混迷するイラン情勢を受け、中東経済にブレーキがかかっている。ホルムズ海峡の通航が平常化する見通しは立たず、地域の収入を支える原油輸出が滞ったままとなる懸念もある。国ごとに抱える事情も異なり、地域のパワーバランスは揺さぶられている。
イラン経済、大打撃
深刻なダメージを受けたのがイラン経済だ。英メディア「イラン・インターナショナル」は、「夕食はパンとチーズだけ、という日が多い」という国民の悲痛な声を伝えた。
核合意違反を受けて2025年に国連制裁が再発動され、イランではインフレが進んでいる。過去1年で肉類の価格は2.8倍、牛乳やチーズ、卵は2.6倍になった。
さらに、2月末の米国による攻撃は混乱を加速させた。空爆で石油関連施設が破壊され、制裁の網をくぐり抜けて中国向けに出荷していたとされる石油輸出も封じられた。
国際通貨基金(IMF)は7月、今年の実質国内総生産(GDP)成長率が前年比5.4%減になるとの見通しを示した。米イランの対立は6月の暫定合意後も続いており、経済はさらに落ち込む可能性がある。
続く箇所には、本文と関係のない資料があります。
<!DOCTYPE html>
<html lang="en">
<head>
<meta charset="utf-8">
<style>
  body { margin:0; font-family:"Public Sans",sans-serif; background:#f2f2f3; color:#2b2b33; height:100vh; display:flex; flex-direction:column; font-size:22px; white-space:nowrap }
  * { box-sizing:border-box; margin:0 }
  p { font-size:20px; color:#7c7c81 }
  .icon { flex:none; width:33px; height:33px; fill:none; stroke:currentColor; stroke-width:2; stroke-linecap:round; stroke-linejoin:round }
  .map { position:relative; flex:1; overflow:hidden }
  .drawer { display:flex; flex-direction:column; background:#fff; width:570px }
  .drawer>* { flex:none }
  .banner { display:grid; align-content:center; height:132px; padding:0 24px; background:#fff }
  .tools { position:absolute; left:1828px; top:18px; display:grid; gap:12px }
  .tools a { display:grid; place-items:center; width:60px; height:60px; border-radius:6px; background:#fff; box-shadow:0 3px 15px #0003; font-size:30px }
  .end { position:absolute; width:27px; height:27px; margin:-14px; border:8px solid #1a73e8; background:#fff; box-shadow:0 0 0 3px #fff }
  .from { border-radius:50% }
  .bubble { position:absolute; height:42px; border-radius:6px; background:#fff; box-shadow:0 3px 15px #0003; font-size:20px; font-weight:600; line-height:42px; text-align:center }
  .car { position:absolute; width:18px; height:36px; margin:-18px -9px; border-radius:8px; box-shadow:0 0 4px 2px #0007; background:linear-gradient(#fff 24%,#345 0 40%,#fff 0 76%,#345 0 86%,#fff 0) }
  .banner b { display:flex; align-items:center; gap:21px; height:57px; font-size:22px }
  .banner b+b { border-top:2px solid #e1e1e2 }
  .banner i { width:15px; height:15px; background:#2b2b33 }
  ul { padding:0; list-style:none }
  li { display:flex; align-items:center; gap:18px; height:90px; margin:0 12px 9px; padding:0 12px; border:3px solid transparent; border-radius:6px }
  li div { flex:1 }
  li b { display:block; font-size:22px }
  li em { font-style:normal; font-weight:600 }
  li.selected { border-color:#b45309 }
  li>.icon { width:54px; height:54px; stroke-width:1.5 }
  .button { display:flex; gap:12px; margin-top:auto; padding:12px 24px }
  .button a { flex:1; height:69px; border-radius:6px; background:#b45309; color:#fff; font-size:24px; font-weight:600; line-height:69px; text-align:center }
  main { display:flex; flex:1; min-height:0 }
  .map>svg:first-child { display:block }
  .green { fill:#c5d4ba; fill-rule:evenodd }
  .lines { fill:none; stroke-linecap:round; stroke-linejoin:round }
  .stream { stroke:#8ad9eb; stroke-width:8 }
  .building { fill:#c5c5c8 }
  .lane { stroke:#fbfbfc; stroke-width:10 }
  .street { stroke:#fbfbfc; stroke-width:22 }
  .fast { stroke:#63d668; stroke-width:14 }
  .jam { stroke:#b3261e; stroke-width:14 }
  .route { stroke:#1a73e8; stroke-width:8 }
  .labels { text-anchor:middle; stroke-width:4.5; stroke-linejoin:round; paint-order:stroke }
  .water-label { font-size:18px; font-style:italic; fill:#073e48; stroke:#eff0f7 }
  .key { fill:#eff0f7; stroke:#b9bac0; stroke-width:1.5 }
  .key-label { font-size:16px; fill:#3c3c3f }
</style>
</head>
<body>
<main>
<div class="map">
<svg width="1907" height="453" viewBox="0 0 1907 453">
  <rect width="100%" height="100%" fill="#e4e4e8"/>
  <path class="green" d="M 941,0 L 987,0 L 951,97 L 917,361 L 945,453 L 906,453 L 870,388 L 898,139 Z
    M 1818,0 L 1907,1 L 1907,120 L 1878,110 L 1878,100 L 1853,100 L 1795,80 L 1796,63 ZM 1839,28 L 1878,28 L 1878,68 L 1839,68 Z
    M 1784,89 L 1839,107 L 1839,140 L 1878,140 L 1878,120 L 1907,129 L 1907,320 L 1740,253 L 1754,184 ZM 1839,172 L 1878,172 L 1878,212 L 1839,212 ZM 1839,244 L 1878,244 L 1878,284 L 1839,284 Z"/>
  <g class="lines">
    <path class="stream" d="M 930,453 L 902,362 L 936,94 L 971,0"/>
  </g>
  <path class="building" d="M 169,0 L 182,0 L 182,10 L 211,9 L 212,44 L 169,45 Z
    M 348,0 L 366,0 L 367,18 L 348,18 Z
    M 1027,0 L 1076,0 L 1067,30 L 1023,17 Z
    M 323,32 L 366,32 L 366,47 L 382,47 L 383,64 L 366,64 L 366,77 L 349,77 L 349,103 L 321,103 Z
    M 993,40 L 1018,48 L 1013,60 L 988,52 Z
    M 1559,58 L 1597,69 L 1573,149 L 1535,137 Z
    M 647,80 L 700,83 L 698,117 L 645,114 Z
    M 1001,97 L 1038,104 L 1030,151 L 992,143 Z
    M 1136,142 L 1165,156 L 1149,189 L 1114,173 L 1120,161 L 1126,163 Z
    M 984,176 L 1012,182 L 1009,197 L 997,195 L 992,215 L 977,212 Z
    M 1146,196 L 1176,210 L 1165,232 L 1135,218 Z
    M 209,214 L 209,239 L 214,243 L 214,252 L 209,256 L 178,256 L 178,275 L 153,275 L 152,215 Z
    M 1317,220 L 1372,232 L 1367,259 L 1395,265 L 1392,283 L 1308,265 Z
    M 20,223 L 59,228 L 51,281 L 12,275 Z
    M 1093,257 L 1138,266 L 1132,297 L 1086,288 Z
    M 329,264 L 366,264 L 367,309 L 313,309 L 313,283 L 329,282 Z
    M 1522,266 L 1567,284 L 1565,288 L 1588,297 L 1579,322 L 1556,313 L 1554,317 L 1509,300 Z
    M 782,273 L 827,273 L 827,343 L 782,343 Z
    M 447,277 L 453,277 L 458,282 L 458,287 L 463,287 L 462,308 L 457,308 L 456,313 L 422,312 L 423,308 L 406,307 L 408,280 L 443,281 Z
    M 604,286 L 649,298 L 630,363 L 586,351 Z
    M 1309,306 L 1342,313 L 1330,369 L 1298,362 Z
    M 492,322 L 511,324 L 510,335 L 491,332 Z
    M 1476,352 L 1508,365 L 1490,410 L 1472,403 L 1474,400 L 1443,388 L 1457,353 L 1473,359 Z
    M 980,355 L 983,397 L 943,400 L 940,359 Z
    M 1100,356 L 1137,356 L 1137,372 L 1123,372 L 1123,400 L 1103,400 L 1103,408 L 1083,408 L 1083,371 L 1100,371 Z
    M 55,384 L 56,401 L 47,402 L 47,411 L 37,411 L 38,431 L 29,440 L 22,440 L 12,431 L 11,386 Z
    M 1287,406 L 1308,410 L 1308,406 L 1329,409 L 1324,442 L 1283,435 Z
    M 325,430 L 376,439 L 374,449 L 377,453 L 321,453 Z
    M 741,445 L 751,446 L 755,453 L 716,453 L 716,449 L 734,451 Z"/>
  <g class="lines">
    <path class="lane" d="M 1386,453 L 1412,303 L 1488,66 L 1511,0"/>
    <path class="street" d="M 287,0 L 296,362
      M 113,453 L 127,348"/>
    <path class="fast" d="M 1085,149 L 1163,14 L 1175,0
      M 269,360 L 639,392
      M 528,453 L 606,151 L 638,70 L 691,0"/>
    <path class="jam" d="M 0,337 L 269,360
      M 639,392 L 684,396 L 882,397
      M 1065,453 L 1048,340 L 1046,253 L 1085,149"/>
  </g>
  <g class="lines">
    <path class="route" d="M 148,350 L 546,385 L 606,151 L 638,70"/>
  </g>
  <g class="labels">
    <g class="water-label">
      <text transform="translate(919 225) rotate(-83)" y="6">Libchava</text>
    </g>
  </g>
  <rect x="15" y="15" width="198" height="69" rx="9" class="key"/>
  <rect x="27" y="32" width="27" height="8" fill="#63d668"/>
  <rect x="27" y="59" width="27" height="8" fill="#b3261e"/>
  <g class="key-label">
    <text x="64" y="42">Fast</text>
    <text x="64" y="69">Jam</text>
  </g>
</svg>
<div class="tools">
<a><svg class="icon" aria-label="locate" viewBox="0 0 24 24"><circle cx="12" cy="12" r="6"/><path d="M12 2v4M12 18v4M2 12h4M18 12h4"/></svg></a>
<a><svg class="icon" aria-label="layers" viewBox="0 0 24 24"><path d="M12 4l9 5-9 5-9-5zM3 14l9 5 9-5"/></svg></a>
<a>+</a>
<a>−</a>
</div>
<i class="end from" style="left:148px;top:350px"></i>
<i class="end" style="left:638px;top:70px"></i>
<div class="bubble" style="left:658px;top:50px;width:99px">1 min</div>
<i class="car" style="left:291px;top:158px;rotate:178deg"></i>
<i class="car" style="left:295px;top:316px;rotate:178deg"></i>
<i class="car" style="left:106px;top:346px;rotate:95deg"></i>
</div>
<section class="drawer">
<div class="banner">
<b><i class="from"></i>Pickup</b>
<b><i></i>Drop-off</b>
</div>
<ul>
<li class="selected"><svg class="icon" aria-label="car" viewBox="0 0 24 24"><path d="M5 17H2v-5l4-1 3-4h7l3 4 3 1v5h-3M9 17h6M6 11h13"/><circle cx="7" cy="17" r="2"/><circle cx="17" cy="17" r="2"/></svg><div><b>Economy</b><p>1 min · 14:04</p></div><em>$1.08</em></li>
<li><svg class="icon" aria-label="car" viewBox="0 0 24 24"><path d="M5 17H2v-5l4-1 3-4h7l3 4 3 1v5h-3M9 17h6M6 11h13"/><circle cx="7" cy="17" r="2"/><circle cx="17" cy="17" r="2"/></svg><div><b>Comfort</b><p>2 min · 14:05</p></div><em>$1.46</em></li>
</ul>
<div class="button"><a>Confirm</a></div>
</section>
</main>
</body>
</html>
米調査研究機関・民主主義防衛財団によると、イランでは2万か所以上の工場や生産拠点が損壊し、1200万人の雇用が危機にさらされている。マスード・ペゼシュキアン大統領には「経済復興には、10年以上かかるかもしれない」と報告が上がったという。
サウジ、計画縮小
中東の経済大国サウジアラビアは、2016年に公表した国家計画「ビジョン2030」に沿って、観光産業の振興など脱石油の取り組みを進めてきた。しかし、計画は見直しを余儀なくされている。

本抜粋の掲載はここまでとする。